Guests at the Yale campus that weekend included a former president (Bill Clinton), a former secretary of state (Mrs. Clinton), a future secretary of state (Antony J. Blinken) and a Supreme Court justice (Stephen G. Breyer). The many former bosses on hand had pegged the golden-boy groom as an ideal national security adviser in the coming Clinton White House — which, at 40, would have made him the youngest person to hold the job.
That prediction proved largely true, if erroneous in its electoral assumption about 2016 and premature by an interlude long enough for the White House to turn over twice, China to strengthen, a pandemic to rage and the difficulties of the job to grow considerably.

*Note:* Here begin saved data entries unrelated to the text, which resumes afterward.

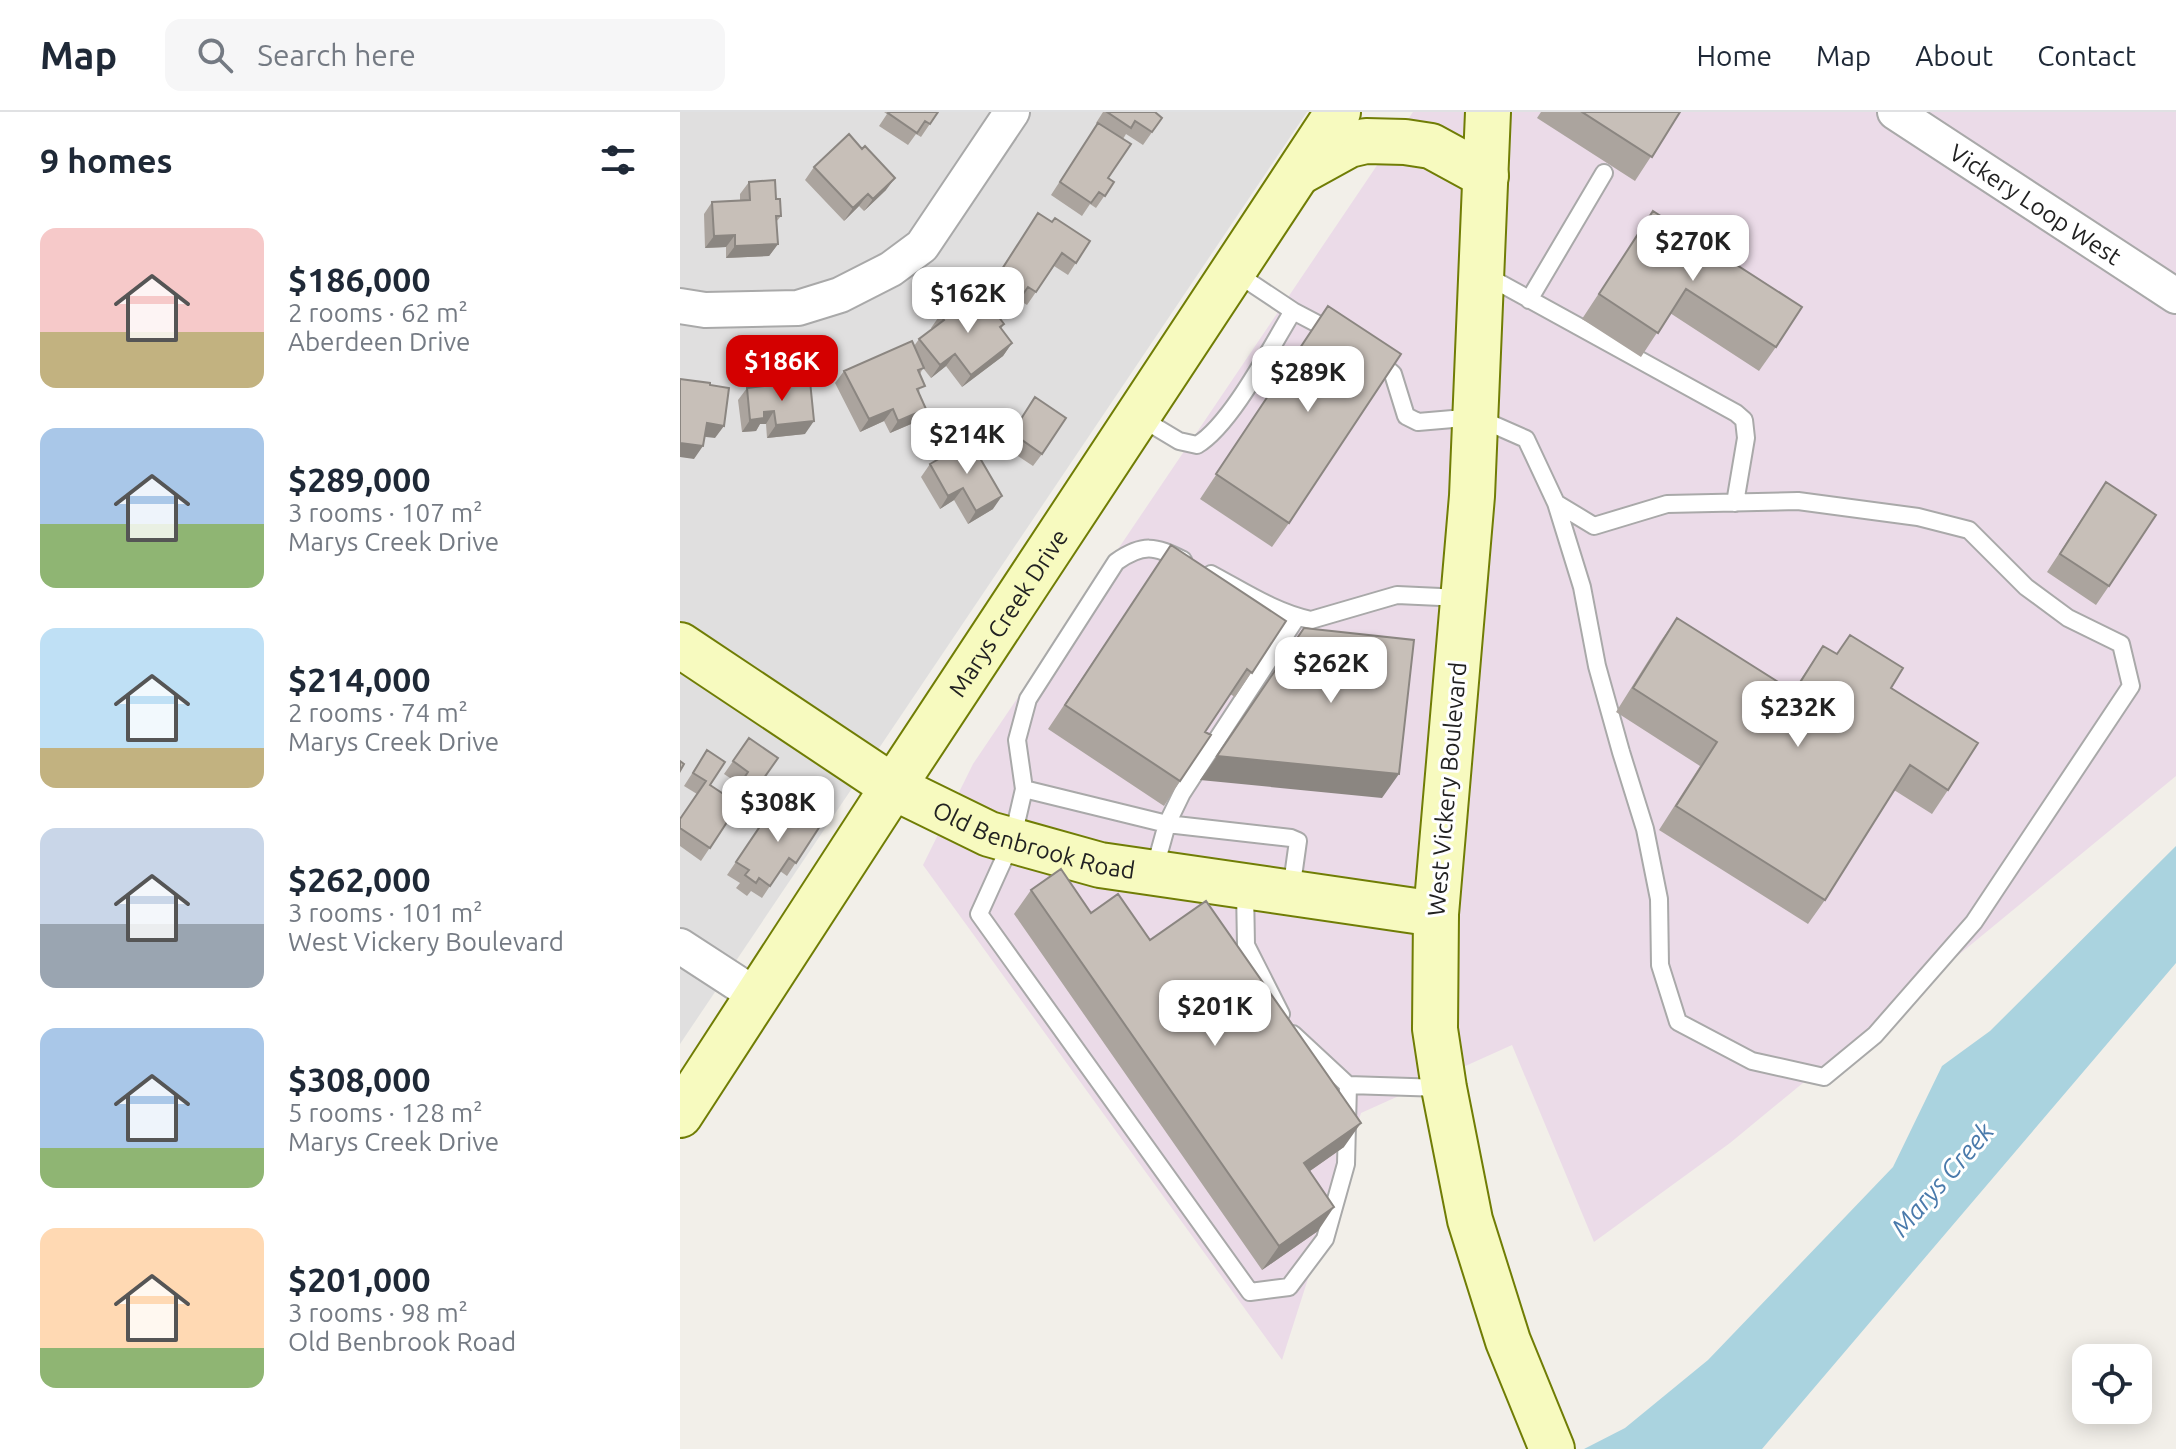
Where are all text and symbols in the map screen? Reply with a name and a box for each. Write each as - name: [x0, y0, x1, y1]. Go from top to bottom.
- search box: [165, 19, 725, 91]
- icon: search: [193, 33, 237, 77]
- text: Map: [40, 34, 117, 76]
- text: Search here: [257, 38, 416, 72]
- text: Home: [1697, 40, 1772, 71]
- text: Map: [1816, 40, 1871, 71]
- text: About: [1915, 40, 1993, 71]
- text: Contact: [2037, 40, 2136, 71]
- icon: filters: [596, 138, 640, 182]
- street label: Vickery Loop West: [1945, 138, 2127, 270]
- text: 9 homes: [40, 141, 173, 179]
- pin: $270K: [1637, 215, 1749, 283]
- text: $270K: [1655, 226, 1731, 255]
- icon: home: [104, 260, 200, 356]
- text: $186,000: [288, 260, 431, 298]
- pin: $162K: [912, 267, 1024, 335]
- text: $162K: [930, 278, 1006, 307]
- text: 2 rooms · 62 m²: [288, 298, 468, 327]
- text: Aberdeen Drive: [288, 327, 470, 356]
- pin: $186K: [726, 335, 838, 403]
- text: $186K: [744, 346, 820, 375]
- pin: $289K: [1252, 346, 1364, 414]
- text: $289K: [1270, 357, 1346, 386]
- pin: $214K: [911, 408, 1023, 476]
- text: $214K: [929, 419, 1005, 448]
- icon: home: [104, 460, 200, 556]
- text: $289,000: [288, 460, 431, 498]
- text: 3 rooms · 107 m²: [288, 498, 483, 527]
- street label: Marys Creek Drive: [943, 524, 1073, 701]
- text: Marys Creek Drive: [288, 527, 499, 556]
- pin: $262K: [1275, 637, 1387, 705]
- text: $262K: [1293, 648, 1369, 677]
- icon: home: [104, 660, 200, 756]
- text: $214,000: [288, 660, 431, 698]
- street label: West Vickery Boulevard: [1422, 661, 1472, 917]
- pin: $232K: [1742, 681, 1854, 749]
- text: $232K: [1760, 692, 1836, 721]
- text: 2 rooms · 74 m²: [288, 698, 468, 727]
- text: Marys Creek Drive: [288, 727, 499, 756]
- pin: $308K: [722, 776, 834, 844]
- text: $308K: [740, 787, 816, 816]
- street label: Old Benbrook Road: [929, 795, 1137, 883]
- icon: home: [104, 860, 200, 956]
- text: $262,000: [288, 860, 431, 898]
- text: 3 rooms · 101 m²: [288, 898, 483, 927]
- text: West Vickery Boulevard: [288, 927, 564, 956]
- pin: $201K: [1159, 980, 1271, 1048]
- text: $201K: [1177, 991, 1253, 1020]
- icon: home: [104, 1060, 200, 1156]
- text: $308,000: [288, 1060, 431, 1098]
- text: 5 rooms · 128 m²: [288, 1098, 483, 1127]
- water label: Marys Creek: [1885, 1116, 2000, 1242]
- text: Marys Creek Drive: [288, 1127, 499, 1156]
- icon: home: [104, 1260, 200, 1356]
- text: $201,000: [288, 1260, 431, 1298]
- text: 3 rooms · 98 m²: [288, 1298, 468, 1327]
- text: Old Benbrook Road: [288, 1327, 516, 1356]
- map controls: [2072, 1344, 2152, 1424]
- button: locate: [2072, 1344, 2152, 1424]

So it was on Aug. 26 that Mr. Sullivan, presiding over a briefing on Afghanistan in the White House Situation Room, saw Gen. Kenneth F. McKenzie Jr., the head of the military’s Central Command, turn ashen after being handed a sheet of paper.
The general — connected via video from Kabul, where the evacuation of civilians was underway — told the room that four American service members at the airport had been killed in an apparent bombing, three were near death, and dozens more were injured. There were gasps around the table as Mr. Biden winced and stared straight ahead for a few long seconds.
“The worst that can happen has happened,” the president finally said, according to participants in the meeting.
It fell to Mr. Sullivan, who ran this daily confab and was seated at the president’s immediate left, to power through his hourlong agenda. The death toll eventually rose to 13 U.S. service members.
Washington has long been captivated by fallen star narratives. This has made Mr. Sullivan a figure of fascination in recent months, something between sympathy and schadenfreude. His daily mission of managing a sprawling national security apparatus through simultaneous crises and headaches — growing tensions with China, healing a rift with France over a nuclear submarine deal, cyberattacks — has made Mr. Sullivan the face of a foreign policy team that has endured criticism from many directions, most pointedly over Afghanistan.
“A stunning disaster from beginning to end,” Senator Mitt Romney, Republican of Utah, called the withdrawal in an interview, extending his critique to include the Biden administration’s foreign policy record in general. “And if I were the president right now, I would think seriously about changing quite a few people around me.”
Mr. Sullivan in Scotland this month. Mr. Biden’s trip to Europe, which the national security adviser was heavily involved in planning, allowed the White House to bank some solid accomplishments.Credit...Erin Schaff/The New York Times
Mr. Romney did not single out Mr. Sullivan, though many have, including Brett Bruen, the director of global engagement in the Obama White House, who wrote an opinion article in USA Today calling for him to be fired.
Supporters of Mr. Sullivan see two structural complications to his role. For starters, he is in a position of enormous responsibility but circumscribed authority. Condoleezza Rice, a national security adviser and secretary of state under President George W. Bush, described the job in her memoir as “rarefied staff.” Mr. Sullivan is also a product of Washington’s insular foreign policy establishment, a cohort whose traditional support for muscular U.S. foreign policy interventions has fallen out of favor across the political spectrum in the aftermath of the wars in Iraq and Afghanistan.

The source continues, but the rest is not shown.